• _EXERCISE OBJECTIVE_: From the data, return each line holding the word "display".

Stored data
┄┄┄┄┄┄┄┄┄┄

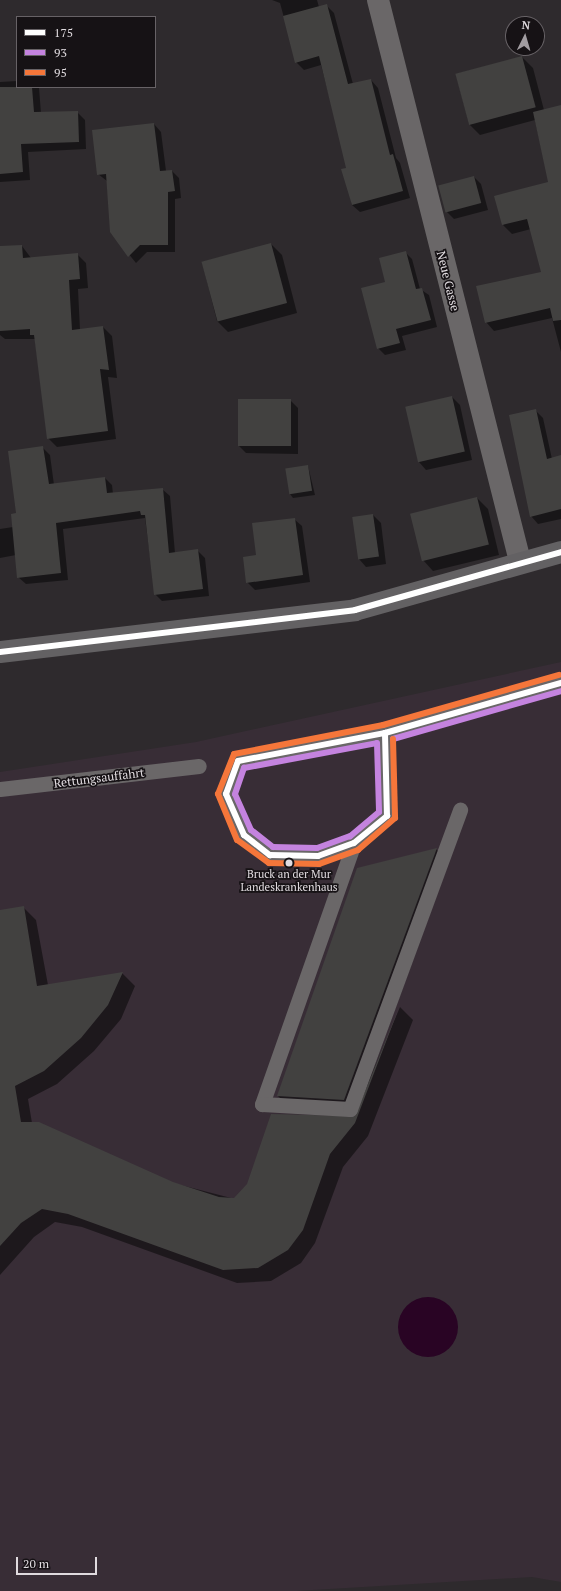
<!DOCTYPE html>
<style>
body{margin:0}
#map{position:relative;width:561px;height:1591px;overflow:hidden;background:#2e2a2d;font-family:"PT Serif",serif}
div>[style]{position:absolute}
.built>*{inset:0;background:#382d36}
.water>*{inset:0;background:#290424}
.round{border-radius:50%}
.shadow>*{inset:0;background:#0007}
.building>*{inset:0;background:#424140;transform-origin:0 0}
.lane>*{height:15px;margin:-7.5px;padding:0 7.5px;transform-origin:7.5px;border-radius:7.5px;background:#6a6768}
.street>*{height:22px;margin:-11px;padding:0 11px;transform-origin:11px;border-radius:11px;background:#6a6768}
.secondary>*{height:22px;margin:-11px;padding:0 11px;transform-origin:11px;border-radius:11px;background:#636163}
.bus-1>*{height:6px;margin:-3px;padding:0 3px;transform-origin:3px;border-radius:3px;background:#fff}
.bus-2>*{height:6px;margin:-3px;padding:0 3px;transform-origin:3px;border-radius:3px;background:#c483df}
.bus-3>*{height:6px;margin:-3px;padding:0 3px;transform-origin:3px;border-radius:3px;background:#f5763a}
.dots>*{width:11px;height:11px;translate:-50% -50%;box-sizing:border-box;border:2px solid #161215;border-radius:50%}
span{translate:-50% -50%;white-space:nowrap;text-align:center;line-height:1.15;-webkit-text-stroke:3.5px #161215;paint-order:stroke}
.bus-label{font-size:11px;color:#e0dbdf}
.street-label{font-size:12px;color:#e0dbdf}
.legend{position:absolute;left:16px;top:16px;width:140px;height:72px;box-sizing:border-box;background:#161215;border:1px solid #676266;margin:0;padding:5px 7px;list-style:none;font-size:12px;color:#e0dbdf}
.legend li{display:flex;align-items:center;gap:8px;height:20px}
.legend b{width:20px;border:1px solid #676266}
.north{position:absolute;left:505px;top:16px;width:40px;height:40px;box-sizing:border-box;background:#161215;border:1px solid #676266;border-radius:50%;rotate:5deg;font-size:11px;font-weight:700;line-height:16px;text-align:center;color:#e0dbdf}
.north::after{content:'';display:block;margin:auto;width:14px;height:18px;background:#a29da1;clip-path:polygon(50% 0,100% 100%,50% 72%,0 100%)}
.scale{position:absolute;left:16px;top:1557px;width:81px;height:18px;box-sizing:border-box;border:2px solid #e0dbdf;border-top:0;padding-left:5px;font-size:12px;line-height:14px;white-space:nowrap;color:#e0dbdf;-webkit-text-stroke:3px #161215;paint-order:stroke}
</style>
<div id="map">
<div class="built">
<i style="clip-path:polygon(561px 662px,561px 1582px,532px 1577px,296px 1591px,0 1591px,0 772px,196px 742px)"></i>
</div>
<div class="water">
<i class="round" style="left:398px;top:1297px;width:60px;height:60px"></i>
</div>
<div class="shadow">
<i style="clip-path:polygon(272px 0,317px 0,319px 7px,326px 5px,334px 13px,353px 84px,371px 80px,378px 88px,396px 158px,400px 163px,410px 198px,360px 212px,352px 205px,348px 168px,321px 65px,304px 70px,296px 62px,280px 3px)"></i>
<i style="clip-path:polygon(522px 57px,533px 68px,544px 110px,561px 107px,561px 352px,552px 318px,494px 331px,486px 322px,542px 273px,531px 229px,512px 234px,503px 225px,549px 183px,535px 120px,480px 135px,469px 124px,456px 74px)"></i>
<i style="clip-path:polygon(17px 81px,17px 87px,39px 88px,41px 113px,77px 112px,85px 120px,86px 149px,28px 152px,30px 180px,0 182px,0 82px)"></i>
<i style="clip-path:polygon(154px 124px,161px 132px,166px 171px,172px 171px,179px 178px,181px 198px,175px 199px,175px 252px,147px 252px,136px 263px,111px 232px,107px 181px,98px 174px)"></i>
<i style="clip-path:polygon(474px 177px,481px 184px,488px 210px,454px 219px,446px 211px)"></i>
<i style="clip-path:polygon(271px 244px,282px 255px,297px 313px,228px 332px,217px 321px,202px 262px)"></i>
<i style="clip-path:polygon(22px 246px,31px 258px,77px 254px,86px 263px,88px 288px,78px 289px,80px 330px,103px 327px,112px 336px,117px 378px,108px 377px,116px 439px,57px 447px,48px 438px,35px 339px,5px 339px,0 335px,0 247px)"></i>
<i style="clip-path:polygon(405px 252px,412px 259px,420px 289px,429px 295px,437px 327px,402px 336px,406px 350px,385px 355px,378px 348px,386px 282px)"></i>
<i style="clip-path:polygon(452px 397px,460px 405px,472px 460px,426px 470px,419px 462px)"></i>
<i style="clip-path:polygon(290px 400px,298px 408px,298px 454px,246px 453px,239px 446px)"></i>
<i style="clip-path:polygon(535px 410px,543px 418px,552px 459px,561px 457px,561px 519px,538px 524px,531px 516px)"></i>
<i style="clip-path:polygon(43px 448px,50px 455px,54px 485px,105px 478px,112px 485px,113px 494px,162px 489px,170px 496px,175px 553px,198px 551px,205px 558px,209px 596px,162px 601px,155px 594px,145px 518px,63px 529px,68px 580px,26px 584px,18px 577px,16px 555px,0 558px,0 529px,13px 527px)"></i>
<i style="clip-path:polygon(308px 466px,315px 495px,293px 498px,290px 494px)"></i>
<i style="clip-path:polygon(477px 498px,488px 509px,499px 555px,433px 571px,423px 560px)"></i>
<i style="clip-path:polygon(373px 515px,381px 523px,386px 564px,366px 567px,359px 559px)"></i>
<i style="clip-path:polygon(294px 519px,302px 526px,310px 582px,255px 590px,247px 582px,258px 555px)"></i>
<i style="clip-path:polygon(436px 849px,449px 862px,368px 1083px,400px 1007px,413px 1020px,368px 1136px,343px 1167px,315px 1243px,301px 1263px,271px 1281px,237px 1283px,82px 1227px,55px 1222px,34px 1237px,0 1275px,0 911px,23px 907px,36px 920px,48px 985px,122px 973px,135px 986px,121px 1019px,94px 1051px,57px 1084px,28px 1099px,32px 1123px,173px 1183px,235px 1199px,356px 1117px,358px 1112px,291px 1109px,278px 1096px)"></i>
</div>
<div class="building">
<i style="clip-path:polygon(327px 4px,348px 84px,371px 79px,390px 155px,393px 154px,403px 191px,352px 205px,341px 169px,346px 168px,319px 56px,295px 63px,283px 16px)"></i>
<i style="left:522px;top:56px;width:53px;height:69px;rotate:75deg"></i>
<i style="clip-path:polygon(0 87px,32px 87px,34px 112px,78px 111px,79px 142px,21px 144px,23px 172px,0 174px)"></i>
<i style="clip-path:polygon(561px 105px,561px 320px,553px 321px,550px 308px,485px 323px,476px 286px,541px 272px,527px 219px,502px 225px,494px 196px,548px 182px,533px 112px)"></i>
<i style="clip-path:polygon(154px 123px,160px 171px,172px 170px,175px 191px,168px 192px,168px 245px,140px 245px,128px 257px,110px 232px,106px 174px,97px 175px,92px 130px)"></i>
<i style="left:474px;top:176px;width:28px;height:37px;rotate:75deg"></i>
<i style="left:271px;top:243px;width:62px;height:72px;rotate:75deg"></i>
<i style="clip-path:polygon(22px 245px,23px 258px,78px 253px,80px 279px,69px 280px,72px 330px,103px 326px,109px 370px,100px 369px,108px 431px,47px 439px,34px 335px,30px 335px,30px 329px,0 331px,0 246px)"></i>
<i style="clip-path:polygon(406px 251px,416px 289px,422px 288px,431px 320px,396px 329px,400px 343px,377px 349px,361px 288px,385px 282px,379px 258px)"></i>
<i style="left:452px;top:396px;width:57px;height:48px;rotate:77deg"></i>
<i style="left:238px;top:399px;width:53px;height:47px"></i>
<i style="clip-path:polygon(536px 409px,547px 459px,561px 455px,561px 509px,530px 517px,509px 415px)"></i>
<i style="clip-path:polygon(43px 446px,49px 484px,105px 477px,107px 493px,163px 488px,169px 553px,198px 549px,203px 589px,154px 595px,145px 515px,141px 515px,140px 511px,56px 523px,61px 573px,17px 578px,11px 514px,16px 513px,8px 451px)"></i>
<i style="left:308px;top:465px;width:26px;height:23px;rotate:81deg"></i>
<i style="left:477px;top:497px;width:49px;height:69px;rotate:76deg"></i>
<i style="left:373px;top:514px;width:43px;height:21px;rotate:82deg"></i>
<i style="clip-path:polygon(295px 518px,303px 575px,246px 583px,243px 557px,256px 555px,252px 523px)"></i>
<i style="clip-path:polygon(437px 848px,344px 1100px,277px 1096px,357px 868px)"></i>
<i style="clip-path:polygon(24px 906px,37px 986px,123px 972px,108px 1005px,81px 1038px,44px 1071px,15px 1086px,21px 1122px,39px 1122px,173px 1182px,219px 1197px,234px 1198px,247px 1184px,271px 1114px,355px 1116px,400px 1005px,355px 1123px,330px 1154px,303px 1230px,288px 1250px,258px 1268px,223px 1270px,68px 1214px,42px 1209px,21px 1223px,0 1246px,0 910px)"></i>
</div>
<div class="lane">
<i style="left:385px;top:733px;width:83px;rotate:88.6deg"></i>
<i style="left:387px;top:816px;width:43px;rotate:140.7deg"></i>
<i style="left:354px;top:843px;width:38px;rotate:160deg"></i>
<i style="left:318px;top:856px;width:48px;rotate:-178.8deg"></i>
<i style="left:270px;top:855px;width:33px;rotate:-142deg"></i>
<i style="left:244px;top:835px;width:45px;rotate:-113.7deg"></i>
<i style="left:226px;top:794px;width:35px;rotate:-70deg"></i>
<i style="left:238px;top:761px;width:150px;rotate:-10.8deg"></i>
<i style="left:385px;top:733px;width:183px;rotate:-15.9deg"></i>
<i style="left:0;top:789px;width:200px;rotate:-6.6deg"></i>
<i style="left:354px;top:843px;width:277px;rotate:109.4deg"></i>
<i style="left:262px;top:1104px;width:88px;rotate:3.3deg"></i>
<i style="left:350px;top:1109px;width:319px;rotate:-69.8deg"></i>
</div>
<div class="street">
<i style="left:378px;top:0;width:579px;rotate:75.8deg"></i>
</div>
<div class="secondary">
<i style="left:0;top:652px;width:357px;rotate:-6.7deg"></i>
<i style="left:355px;top:610px;width:214px;rotate:-15.7deg"></i>
</div>
<div class="bus-1">
<i style="left:0;top:652px;width:357px;rotate:-6.7deg"></i>
<i style="left:355px;top:610px;width:214px;rotate:-15.7deg"></i>
<i style="left:238px;top:761px;width:150px;rotate:-10.8deg"></i>
<i style="left:385px;top:733px;width:183px;rotate:-15.9deg"></i>
<i style="left:238px;top:761px;width:35px;rotate:110deg"></i>
<i style="left:226px;top:794px;width:45px;rotate:66.3deg"></i>
<i style="left:244px;top:835px;width:33px;rotate:38deg"></i>
<i style="left:270px;top:855px;width:48px;rotate:1.2deg"></i>
<i style="left:318px;top:856px;width:38px;rotate:-20deg"></i>
<i style="left:354px;top:843px;width:43px;rotate:-39.3deg"></i>
<i style="left:387px;top:816px;width:83px;rotate:-91.4deg"></i>
</div>
<div class="bus-2">
<i style="left:393px;top:739px;width:175px;rotate:-15.9deg"></i>
<i style="left:377px;top:743px;width:69px;rotate:88.3deg"></i>
<i style="left:379px;top:812px;width:38px;rotate:140deg"></i>
<i style="left:350px;top:836px;width:35px;rotate:160deg"></i>
<i style="left:317px;top:848px;width:44px;rotate:-178.7deg"></i>
<i style="left:273px;top:847px;width:28px;rotate:-142deg"></i>
<i style="left:251px;top:830px;width:39px;rotate:-114deg"></i>
<i style="left:235px;top:794px;width:28px;rotate:-71deg"></i>
<i style="left:244px;top:768px;width:135px;rotate:-10.6deg"></i>
</div>
<div class="bus-3">
<i style="left:393px;top:739px;width:79px;rotate:88.5deg"></i>
<i style="left:395px;top:818px;width:49px;rotate:139.1deg"></i>
<i style="left:358px;top:850px;width:41px;rotate:160.3deg"></i>
<i style="left:319px;top:864px;width:50px;rotate:-178.9deg"></i>
<i style="left:269px;top:863px;width:39px;rotate:-144deg"></i>
<i style="left:237px;top:840px;width:50px;rotate:-112.4deg"></i>
<i style="left:218px;top:794px;width:43px;rotate:-68.2deg"></i>
<i style="left:234px;top:754px;width:152px;rotate:-11deg"></i>
<i style="left:383px;top:725px;width:183px;rotate:-15.9deg"></i>
</div>
<div class="dots">
<i style="left:289px;top:863px;background:#e0dbdf"></i>
</div>
<div class="bus-label">
<span style="left:289px;top:881px">Bruck an der Mur<br>Landeskrankenhaus</span>
</div>
<div class="street-label">
<span style="left:448px;top:281px;rotate:76deg">Neue Gasse</span>
<span style="left:99px;top:778px;rotate:-7deg">Rettungsauffahrt</span>
</div>
<ul class="legend">
<li><b style="height:5px;background:#fff"></b>175</li>
<li><b style="height:5px;background:#c483df"></b>93</li>
<li><b style="height:5px;background:#f5763a"></b>95</li>
</ul>
<div class="north">N</div>
<div class="scale">20 m</div>
</div>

┄┄┄┄┄┄┄┄┄┄

• _WRITTEN ANSWER_:
.legend li{display:flex;align-items:center;gap:8px;height:20px}
.north::after{content:'';display:block;margin:auto;width:14px;height:18px;background:#a29da1;clip-path:polygon(50% 0,100% 100%,50% 72%,0 100%)}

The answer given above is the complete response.